== Material provided ==
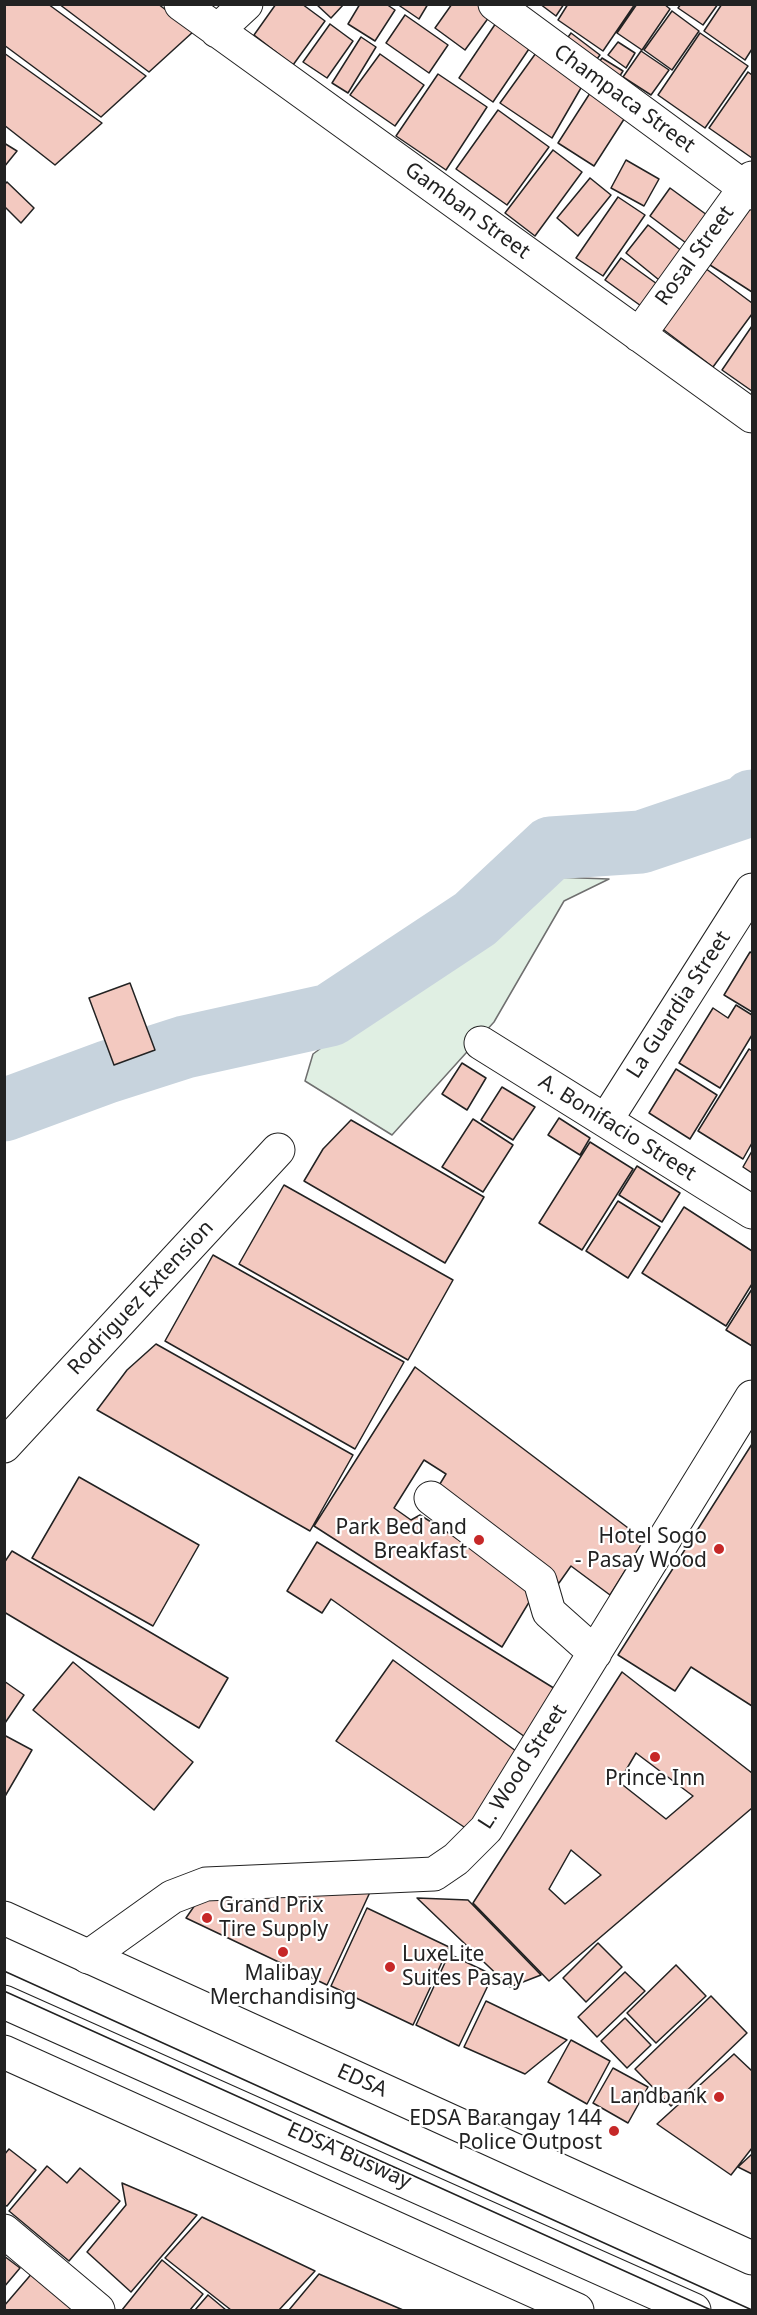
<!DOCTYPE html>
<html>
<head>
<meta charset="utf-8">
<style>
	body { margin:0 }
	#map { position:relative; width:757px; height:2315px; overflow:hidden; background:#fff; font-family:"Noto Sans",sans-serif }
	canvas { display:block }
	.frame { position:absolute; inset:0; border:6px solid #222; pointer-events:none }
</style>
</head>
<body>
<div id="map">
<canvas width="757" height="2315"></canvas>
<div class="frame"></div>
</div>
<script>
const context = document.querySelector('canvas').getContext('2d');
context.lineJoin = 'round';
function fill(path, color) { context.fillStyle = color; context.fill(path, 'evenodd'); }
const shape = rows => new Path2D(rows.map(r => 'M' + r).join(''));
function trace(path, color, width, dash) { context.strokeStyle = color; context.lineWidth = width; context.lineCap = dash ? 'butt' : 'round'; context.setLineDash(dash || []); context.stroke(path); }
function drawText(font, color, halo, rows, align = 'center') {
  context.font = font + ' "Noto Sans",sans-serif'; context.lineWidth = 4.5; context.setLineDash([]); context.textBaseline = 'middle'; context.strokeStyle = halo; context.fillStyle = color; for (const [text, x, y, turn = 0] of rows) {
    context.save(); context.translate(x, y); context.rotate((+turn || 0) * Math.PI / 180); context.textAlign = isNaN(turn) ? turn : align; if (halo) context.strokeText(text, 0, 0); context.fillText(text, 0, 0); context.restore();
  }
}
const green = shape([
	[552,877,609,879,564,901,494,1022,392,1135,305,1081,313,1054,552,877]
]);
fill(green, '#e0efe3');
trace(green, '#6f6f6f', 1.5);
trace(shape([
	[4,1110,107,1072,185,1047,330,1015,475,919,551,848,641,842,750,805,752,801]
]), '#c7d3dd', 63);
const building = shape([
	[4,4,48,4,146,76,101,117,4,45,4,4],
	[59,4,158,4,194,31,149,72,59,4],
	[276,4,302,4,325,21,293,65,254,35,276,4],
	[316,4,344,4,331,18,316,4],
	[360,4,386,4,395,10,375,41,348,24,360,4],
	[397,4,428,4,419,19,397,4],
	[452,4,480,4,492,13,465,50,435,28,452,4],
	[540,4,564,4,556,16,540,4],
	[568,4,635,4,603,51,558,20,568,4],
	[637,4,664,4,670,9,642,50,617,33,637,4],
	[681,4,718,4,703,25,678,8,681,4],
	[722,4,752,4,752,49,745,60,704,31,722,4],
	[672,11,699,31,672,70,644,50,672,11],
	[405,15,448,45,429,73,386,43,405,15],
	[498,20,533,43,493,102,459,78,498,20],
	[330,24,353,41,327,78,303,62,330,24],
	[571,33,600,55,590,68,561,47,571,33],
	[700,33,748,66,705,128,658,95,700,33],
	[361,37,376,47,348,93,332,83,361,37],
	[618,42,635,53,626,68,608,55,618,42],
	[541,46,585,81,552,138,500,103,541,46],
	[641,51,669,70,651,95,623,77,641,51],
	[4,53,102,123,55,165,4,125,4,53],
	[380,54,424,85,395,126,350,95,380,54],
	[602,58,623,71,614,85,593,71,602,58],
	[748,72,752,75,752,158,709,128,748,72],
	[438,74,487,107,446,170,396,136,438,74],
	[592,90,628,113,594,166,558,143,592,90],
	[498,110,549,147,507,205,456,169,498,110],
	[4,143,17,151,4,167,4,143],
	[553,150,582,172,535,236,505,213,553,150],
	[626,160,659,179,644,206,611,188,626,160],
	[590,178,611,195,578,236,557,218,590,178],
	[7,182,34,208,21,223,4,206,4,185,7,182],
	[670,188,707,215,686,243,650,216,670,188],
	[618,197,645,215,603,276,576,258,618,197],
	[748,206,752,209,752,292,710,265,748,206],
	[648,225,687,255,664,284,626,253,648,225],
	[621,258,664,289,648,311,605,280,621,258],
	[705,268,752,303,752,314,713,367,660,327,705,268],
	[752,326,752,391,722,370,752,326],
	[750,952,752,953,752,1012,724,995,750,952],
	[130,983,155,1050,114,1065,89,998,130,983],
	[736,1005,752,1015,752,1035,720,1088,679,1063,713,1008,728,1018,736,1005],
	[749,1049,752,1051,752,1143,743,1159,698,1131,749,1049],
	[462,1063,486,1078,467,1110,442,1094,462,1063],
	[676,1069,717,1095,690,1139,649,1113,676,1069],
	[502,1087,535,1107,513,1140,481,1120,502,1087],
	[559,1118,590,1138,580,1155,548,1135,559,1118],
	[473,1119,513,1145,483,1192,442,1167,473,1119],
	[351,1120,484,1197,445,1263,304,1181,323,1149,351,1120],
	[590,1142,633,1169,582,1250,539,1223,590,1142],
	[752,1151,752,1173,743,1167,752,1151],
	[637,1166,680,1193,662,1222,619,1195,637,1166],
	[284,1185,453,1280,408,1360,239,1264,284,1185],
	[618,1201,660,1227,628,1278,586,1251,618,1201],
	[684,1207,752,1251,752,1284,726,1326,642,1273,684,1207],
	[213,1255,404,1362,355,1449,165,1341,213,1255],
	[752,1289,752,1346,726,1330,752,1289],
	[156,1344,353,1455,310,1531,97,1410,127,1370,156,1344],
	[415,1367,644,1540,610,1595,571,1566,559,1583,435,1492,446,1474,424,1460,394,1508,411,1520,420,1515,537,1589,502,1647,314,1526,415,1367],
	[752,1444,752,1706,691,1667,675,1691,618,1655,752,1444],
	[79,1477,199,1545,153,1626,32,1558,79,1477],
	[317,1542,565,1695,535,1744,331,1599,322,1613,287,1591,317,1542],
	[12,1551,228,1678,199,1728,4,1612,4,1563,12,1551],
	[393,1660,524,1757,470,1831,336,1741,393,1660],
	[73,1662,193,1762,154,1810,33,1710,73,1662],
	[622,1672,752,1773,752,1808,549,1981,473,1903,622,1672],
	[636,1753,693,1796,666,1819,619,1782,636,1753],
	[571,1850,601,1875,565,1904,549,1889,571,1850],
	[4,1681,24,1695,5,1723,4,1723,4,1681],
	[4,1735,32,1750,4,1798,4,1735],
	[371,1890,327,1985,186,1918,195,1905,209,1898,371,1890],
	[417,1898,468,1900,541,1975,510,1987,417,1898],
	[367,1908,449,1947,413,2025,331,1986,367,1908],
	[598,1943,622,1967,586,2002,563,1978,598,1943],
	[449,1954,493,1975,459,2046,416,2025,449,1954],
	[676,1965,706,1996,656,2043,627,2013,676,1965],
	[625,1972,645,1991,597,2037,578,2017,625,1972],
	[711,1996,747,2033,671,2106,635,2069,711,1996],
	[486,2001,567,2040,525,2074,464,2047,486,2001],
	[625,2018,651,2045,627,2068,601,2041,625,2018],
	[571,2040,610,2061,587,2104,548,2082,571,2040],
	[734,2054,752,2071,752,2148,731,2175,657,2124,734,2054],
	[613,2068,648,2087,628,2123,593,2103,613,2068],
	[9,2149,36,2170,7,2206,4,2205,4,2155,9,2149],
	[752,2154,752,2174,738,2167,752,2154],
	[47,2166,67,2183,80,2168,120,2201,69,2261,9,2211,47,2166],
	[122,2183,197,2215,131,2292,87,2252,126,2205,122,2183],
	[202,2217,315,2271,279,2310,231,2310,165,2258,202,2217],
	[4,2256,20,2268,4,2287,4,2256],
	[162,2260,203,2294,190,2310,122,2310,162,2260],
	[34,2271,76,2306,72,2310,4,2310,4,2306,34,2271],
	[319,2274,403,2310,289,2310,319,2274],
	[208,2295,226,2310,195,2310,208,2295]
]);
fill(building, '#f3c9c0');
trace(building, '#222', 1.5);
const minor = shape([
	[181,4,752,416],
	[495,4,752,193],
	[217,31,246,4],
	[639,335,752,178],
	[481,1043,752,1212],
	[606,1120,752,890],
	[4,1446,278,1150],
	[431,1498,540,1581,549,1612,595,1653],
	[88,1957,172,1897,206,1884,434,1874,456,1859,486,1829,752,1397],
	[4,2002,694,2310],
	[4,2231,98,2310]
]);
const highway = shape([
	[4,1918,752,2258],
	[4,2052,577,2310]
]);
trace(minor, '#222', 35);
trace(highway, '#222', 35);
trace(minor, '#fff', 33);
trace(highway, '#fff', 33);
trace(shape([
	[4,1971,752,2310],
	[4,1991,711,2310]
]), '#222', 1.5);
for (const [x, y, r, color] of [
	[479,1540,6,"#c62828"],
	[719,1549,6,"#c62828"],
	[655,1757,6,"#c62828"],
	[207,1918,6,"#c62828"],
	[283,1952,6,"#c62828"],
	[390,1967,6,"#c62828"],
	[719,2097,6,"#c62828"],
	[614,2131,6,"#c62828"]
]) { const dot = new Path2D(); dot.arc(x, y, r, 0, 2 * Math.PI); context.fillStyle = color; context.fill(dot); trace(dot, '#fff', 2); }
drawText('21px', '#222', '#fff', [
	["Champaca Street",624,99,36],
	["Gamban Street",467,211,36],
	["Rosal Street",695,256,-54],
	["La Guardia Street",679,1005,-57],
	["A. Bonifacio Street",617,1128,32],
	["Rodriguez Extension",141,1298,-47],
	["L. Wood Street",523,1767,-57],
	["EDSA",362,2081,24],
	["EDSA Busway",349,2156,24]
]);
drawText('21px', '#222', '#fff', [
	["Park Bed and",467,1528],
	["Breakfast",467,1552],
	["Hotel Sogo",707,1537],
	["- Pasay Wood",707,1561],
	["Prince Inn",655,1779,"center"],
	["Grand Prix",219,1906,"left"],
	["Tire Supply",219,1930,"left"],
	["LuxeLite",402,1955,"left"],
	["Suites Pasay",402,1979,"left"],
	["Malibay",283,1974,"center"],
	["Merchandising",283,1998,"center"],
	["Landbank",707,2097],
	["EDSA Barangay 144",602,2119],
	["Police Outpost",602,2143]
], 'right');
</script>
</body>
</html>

== Task requirements ==
Only the lines from the start of the records through the line containing "context.font = font" should be repeated, word for word, with the pictures left out.

== Task result ==
<!DOCTYPE html>
<html>
<head>
<meta charset="utf-8">
<style>
	body { margin:0 }
	#map { position:relative; width:757px; height:2315px; overflow:hidden; background:#fff; font-family:"Noto Sans",sans-serif }
	canvas { display:block }
	.frame { position:absolute; inset:0; border:6px solid #222; pointer-events:none }
</style>
</head>
<body>
<div id="map">
<canvas width="757" height="2315"></canvas>
<div class="frame"></div>
</div>
<script>
const context = document.querySelector('canvas').getContext('2d');
context.lineJoin = 'round';
function fill(path, color) { context.fillStyle = color; context.fill(path, 'evenodd'); }
const shape = rows => new Path2D(rows.map(r => 'M' + r).join(''));
function trace(path, color, width, dash) { context.strokeStyle = color; context.lineWidth = width; context.lineCap = dash ? 'butt' : 'round'; context.setLineDash(dash || []); context.stroke(path); }
function drawText(font, color, halo, rows, align = 'center') {
  context.font = font + ' "Noto Sans",sans-serif'; context.lineWidth = 4.5; context.setLineDash([]); context.textBaseline = 'middle'; context.strokeStyle = halo; context.fillStyle = color; for (const [text, x, y, turn = 0] of rows) {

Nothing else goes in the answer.